In November 2017, Sen. Tim Scott Was An Original Cosponsor Of And Voted For S. 2155, The Economic Growth, Regulatory Relief, And Consumer Protection Act. [Congress.gov, accessed 01/10/23]
S. 2155 Sought To “Considerably Weaken” Dodd-Frank Financial Reforms “Designed To Tame Wall Street, Protect Consumers And Make Our Financial System Less Fragile." "The bill, S. 2155, would considerably weaken the Dodd-Frank Wall Street Reform and Consumer Protection Act, the law President Barack Obama signed in 2010, which was designed to tame Wall Street, protect consumers and make our financial system less fragile." [CNN, 03/05/18]
The Bill Raised The Threshold For A Bank To Be Considered Systematically Important From $50 Billion To $250 Billion In Assets. “The bill’s most controversial provision would increase the threshold from $50 billion to $250 billion for a bank to be considered systemically important. These so-called 'too big to fail' banks must undergo mandatory Fed ‘stress tests’ every year, complete a 'living will' directing how they could be wound down safely if they failed, and face other stricter safety rules. Just about everyone seems to agree that $50 billion was too low a threshold, inundating banks that don’t really pose systemic risks and don’t really need living wills with heavy compliance costs and headaches. But many experts believe $250 billion is too high.” [Politico, 11/08/18]

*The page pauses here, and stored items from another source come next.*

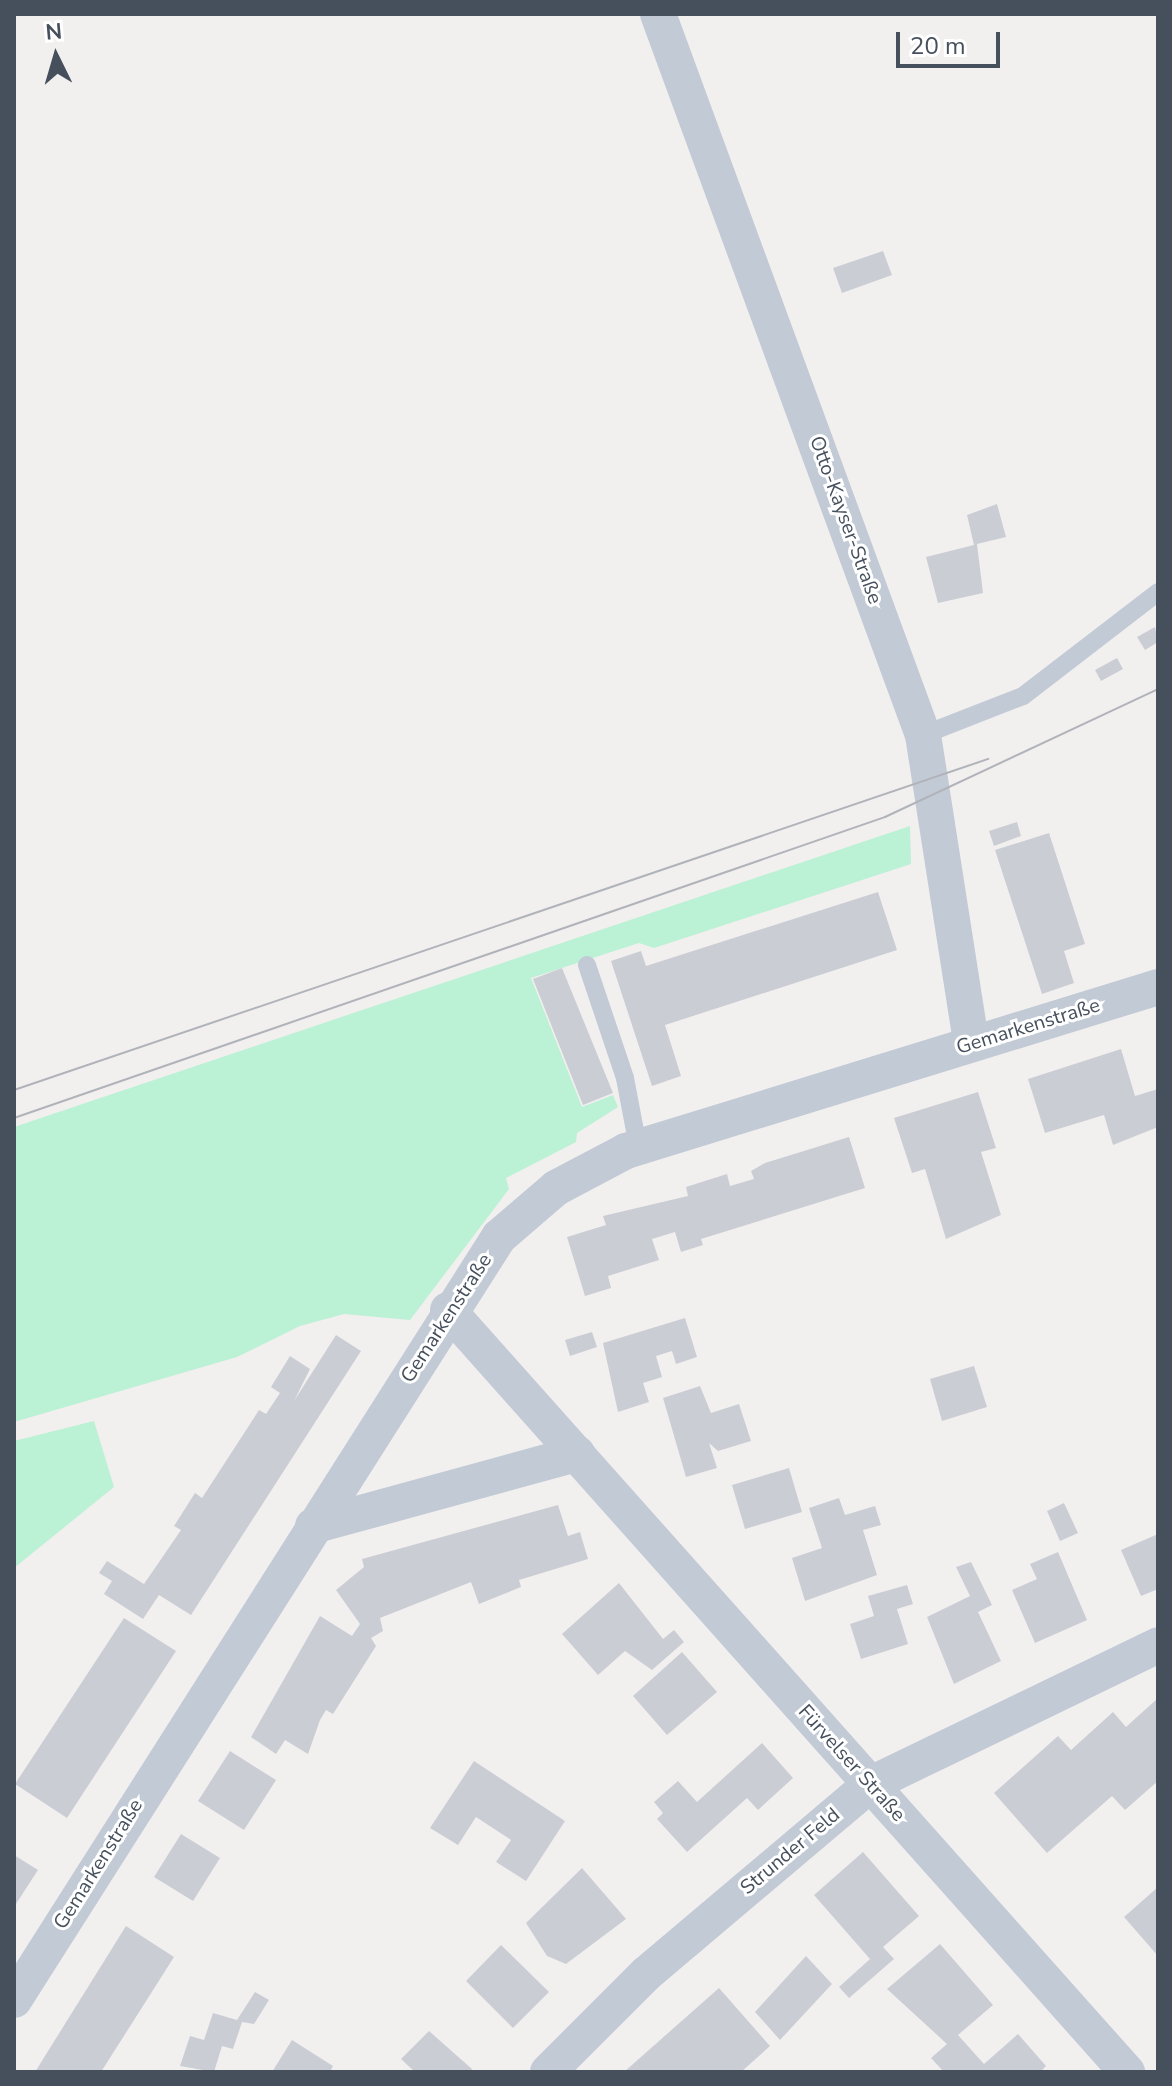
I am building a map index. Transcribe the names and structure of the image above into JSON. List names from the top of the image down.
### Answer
{
  "streets": {
    "street": [
      "Otto-Kayser-Straße",
      "Gemarkenstraße",
      "Fürvelser Straße",
      "Strunder Feld"
    ]
  },
  "crossings": [
    ["Otto-Kayser-Straße", "Gemarkenstraße"],
    ["Gemarkenstraße", "Fürvelser Straße"],
    ["Fürvelser Straße", "Strunder Feld"]
  ],
  "scale_bar": "20 m",
  "north": "top"
}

The Bill Also Weakened “Anti-Discrimination Standards In Housing By Raising The Number Of Loans A Bank Can Make Before It’s Required To Report On The Issue.” “[Former Congressman Barney Frank] criticized a provision in the bill that he said weakens anti-discrimination standards in housing by raising the number of loans a bank can make before it’s required to report on the issue. Another provision that he singled out allows foreign megabanks, such as Deutsche Bank and HSBC, to put their American assets into a separate holding company to avoid US regulatory scrutiny.” [Vox, 03/14/18]
The Independent Community Bankers Of America (ICBA) Praised Passage Of The Economic Growth, Regulatory Relief And Consumer Protection Act As Including “Common-Sense Improvements To The Nation's Financial Rules” And Representing A “Significant Breakthrough In Regulatory Relief For The Nation’s Community Banks.” “The Economic Growth, Regulatory Relief and Consumer Protection Act is a carefully crafted bipartisan bill, signed into law, that includes common-sense improvements to the nation's financial rules that allow community banks to better serve their customers and communities. It opens doors for more creditworthy borrowers and businesses, and it contributes to local economic growth and job creation nationwide. Supported by thousands of community bankers and based on years of dedicated attention by ICBA, S. 2155 represents a significant breakthrough in regulatory relief for the nation’s community banks.” [Independent Community Bankers Of America, accessed 01/10/23]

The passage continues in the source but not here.